-- SUPPLIED DATA follows --
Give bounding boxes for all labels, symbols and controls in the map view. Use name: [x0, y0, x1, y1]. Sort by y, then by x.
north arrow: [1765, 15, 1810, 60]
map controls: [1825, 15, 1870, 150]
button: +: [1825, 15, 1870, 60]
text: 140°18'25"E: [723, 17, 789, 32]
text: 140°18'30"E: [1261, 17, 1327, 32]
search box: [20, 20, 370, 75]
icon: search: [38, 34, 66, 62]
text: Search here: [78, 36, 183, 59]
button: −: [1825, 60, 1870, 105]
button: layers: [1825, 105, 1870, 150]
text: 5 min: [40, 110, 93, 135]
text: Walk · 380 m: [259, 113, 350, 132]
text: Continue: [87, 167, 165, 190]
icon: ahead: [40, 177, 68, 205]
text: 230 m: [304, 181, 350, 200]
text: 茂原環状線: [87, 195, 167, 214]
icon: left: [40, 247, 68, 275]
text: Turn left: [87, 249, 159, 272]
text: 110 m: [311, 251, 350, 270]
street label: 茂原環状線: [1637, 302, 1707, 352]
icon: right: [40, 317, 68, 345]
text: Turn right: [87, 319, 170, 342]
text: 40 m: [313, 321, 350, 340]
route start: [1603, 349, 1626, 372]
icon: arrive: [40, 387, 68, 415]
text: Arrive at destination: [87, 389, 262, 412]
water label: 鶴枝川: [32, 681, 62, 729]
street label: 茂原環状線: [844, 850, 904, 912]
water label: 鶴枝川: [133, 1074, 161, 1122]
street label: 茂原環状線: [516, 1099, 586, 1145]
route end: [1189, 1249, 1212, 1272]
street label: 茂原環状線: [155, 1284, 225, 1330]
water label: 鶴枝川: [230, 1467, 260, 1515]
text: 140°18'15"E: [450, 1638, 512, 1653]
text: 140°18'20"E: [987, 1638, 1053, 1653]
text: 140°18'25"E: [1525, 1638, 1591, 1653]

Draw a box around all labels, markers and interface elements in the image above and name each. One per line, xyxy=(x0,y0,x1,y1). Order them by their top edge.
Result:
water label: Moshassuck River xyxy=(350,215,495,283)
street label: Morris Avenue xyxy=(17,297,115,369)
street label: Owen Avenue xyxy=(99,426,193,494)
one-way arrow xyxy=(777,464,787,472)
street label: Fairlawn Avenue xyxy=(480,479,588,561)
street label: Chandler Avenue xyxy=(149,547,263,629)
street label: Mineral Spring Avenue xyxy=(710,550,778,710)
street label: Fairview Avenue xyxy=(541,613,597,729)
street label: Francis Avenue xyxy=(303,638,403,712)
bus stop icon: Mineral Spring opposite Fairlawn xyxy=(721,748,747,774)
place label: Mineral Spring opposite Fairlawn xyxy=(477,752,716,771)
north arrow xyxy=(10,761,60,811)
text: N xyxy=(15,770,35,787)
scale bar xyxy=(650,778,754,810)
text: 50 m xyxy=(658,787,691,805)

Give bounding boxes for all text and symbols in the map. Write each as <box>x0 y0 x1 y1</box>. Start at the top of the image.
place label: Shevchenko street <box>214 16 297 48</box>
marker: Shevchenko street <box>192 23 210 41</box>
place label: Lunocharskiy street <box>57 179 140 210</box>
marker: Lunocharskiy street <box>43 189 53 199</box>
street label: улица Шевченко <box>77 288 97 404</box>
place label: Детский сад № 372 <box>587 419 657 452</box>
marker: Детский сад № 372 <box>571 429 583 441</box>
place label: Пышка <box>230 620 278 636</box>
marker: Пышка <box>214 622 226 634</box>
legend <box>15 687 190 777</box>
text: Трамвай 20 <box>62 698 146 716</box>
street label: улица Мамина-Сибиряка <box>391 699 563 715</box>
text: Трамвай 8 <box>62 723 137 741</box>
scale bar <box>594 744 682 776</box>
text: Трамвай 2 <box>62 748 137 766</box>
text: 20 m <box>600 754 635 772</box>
-- SUPPLIED DATA concluded --
[EXERCISE BRIEF]: Word for word, copy out all the data given above.

[ANSWER TO THE EXERCISE]:
Give bounding boxes for all labels, symbols and controls in the map view. Use name: [x0, y0, x1, y1]. Sort by y, then by x.
north arrow: [1765, 15, 1810, 60]
map controls: [1825, 15, 1870, 150]
button: +: [1825, 15, 1870, 60]
text: 140°18'25"E: [723, 17, 789, 32]
text: 140°18'30"E: [1261, 17, 1327, 32]
search box: [20, 20, 370, 75]
icon: search: [38, 34, 66, 62]
text: Search here: [78, 36, 183, 59]
button: −: [1825, 60, 1870, 105]
button: layers: [1825, 105, 1870, 150]
text: 5 min: [40, 110, 93, 135]
text: Walk · 380 m: [259, 113, 350, 132]
text: Continue: [87, 167, 165, 190]
icon: ahead: [40, 177, 68, 205]
text: 230 m: [304, 181, 350, 200]
text: 茂原環状線: [87, 195, 167, 214]
icon: left: [40, 247, 68, 275]
text: Turn left: [87, 249, 159, 272]
text: 110 m: [311, 251, 350, 270]
street label: 茂原環状線: [1637, 302, 1707, 352]
icon: right: [40, 317, 68, 345]
text: Turn right: [87, 319, 170, 342]
text: 40 m: [313, 321, 350, 340]
route start: [1603, 349, 1626, 372]
icon: arrive: [40, 387, 68, 415]
text: Arrive at destination: [87, 389, 262, 412]
water label: 鶴枝川: [32, 681, 62, 729]
street label: 茂原環状線: [844, 850, 904, 912]
water label: 鶴枝川: [133, 1074, 161, 1122]
street label: 茂原環状線: [516, 1099, 586, 1145]
route end: [1189, 1249, 1212, 1272]
street label: 茂原環状線: [155, 1284, 225, 1330]
water label: 鶴枝川: [230, 1467, 260, 1515]
text: 140°18'15"E: [450, 1638, 512, 1653]
text: 140°18'20"E: [987, 1638, 1053, 1653]
text: 140°18'25"E: [1525, 1638, 1591, 1653]

Draw a box around all labels, markers and interface elements in the image above and name each. One per line, xyxy=(x0,y0,x1,y1). Order them by their top edge.
Result:
water label: Moshassuck River xyxy=(350,215,495,283)
street label: Morris Avenue xyxy=(17,297,115,369)
street label: Owen Avenue xyxy=(99,426,193,494)
one-way arrow xyxy=(777,464,787,472)
street label: Fairlawn Avenue xyxy=(480,479,588,561)
street label: Chandler Avenue xyxy=(149,547,263,629)
street label: Mineral Spring Avenue xyxy=(710,550,778,710)
street label: Fairview Avenue xyxy=(541,613,597,729)
street label: Francis Avenue xyxy=(303,638,403,712)
bus stop icon: Mineral Spring opposite Fairlawn xyxy=(721,748,747,774)
place label: Mineral Spring opposite Fairlawn xyxy=(477,752,716,771)
north arrow xyxy=(10,761,60,811)
text: N xyxy=(15,770,35,787)
scale bar xyxy=(650,778,754,810)
text: 50 m xyxy=(658,787,691,805)

Give bounding boxes for all text and symbols in the map. Write each as <box>x0 y0 x1 y1</box>. Start at the top of the image.
place label: Shevchenko street <box>214 16 297 48</box>
marker: Shevchenko street <box>192 23 210 41</box>
place label: Lunocharskiy street <box>57 179 140 210</box>
marker: Lunocharskiy street <box>43 189 53 199</box>
street label: улица Шевченко <box>77 288 97 404</box>
place label: Детский сад № 372 <box>587 419 657 452</box>
marker: Детский сад № 372 <box>571 429 583 441</box>
place label: Пышка <box>230 620 278 636</box>
marker: Пышка <box>214 622 226 634</box>
legend <box>15 687 190 777</box>
text: Трамвай 20 <box>62 698 146 716</box>
street label: улица Мамина-Сибиряка <box>391 699 563 715</box>
text: Трамвай 8 <box>62 723 137 741</box>
scale bar <box>594 744 682 776</box>
text: Трамвай 2 <box>62 748 137 766</box>
text: 20 m <box>600 754 635 772</box>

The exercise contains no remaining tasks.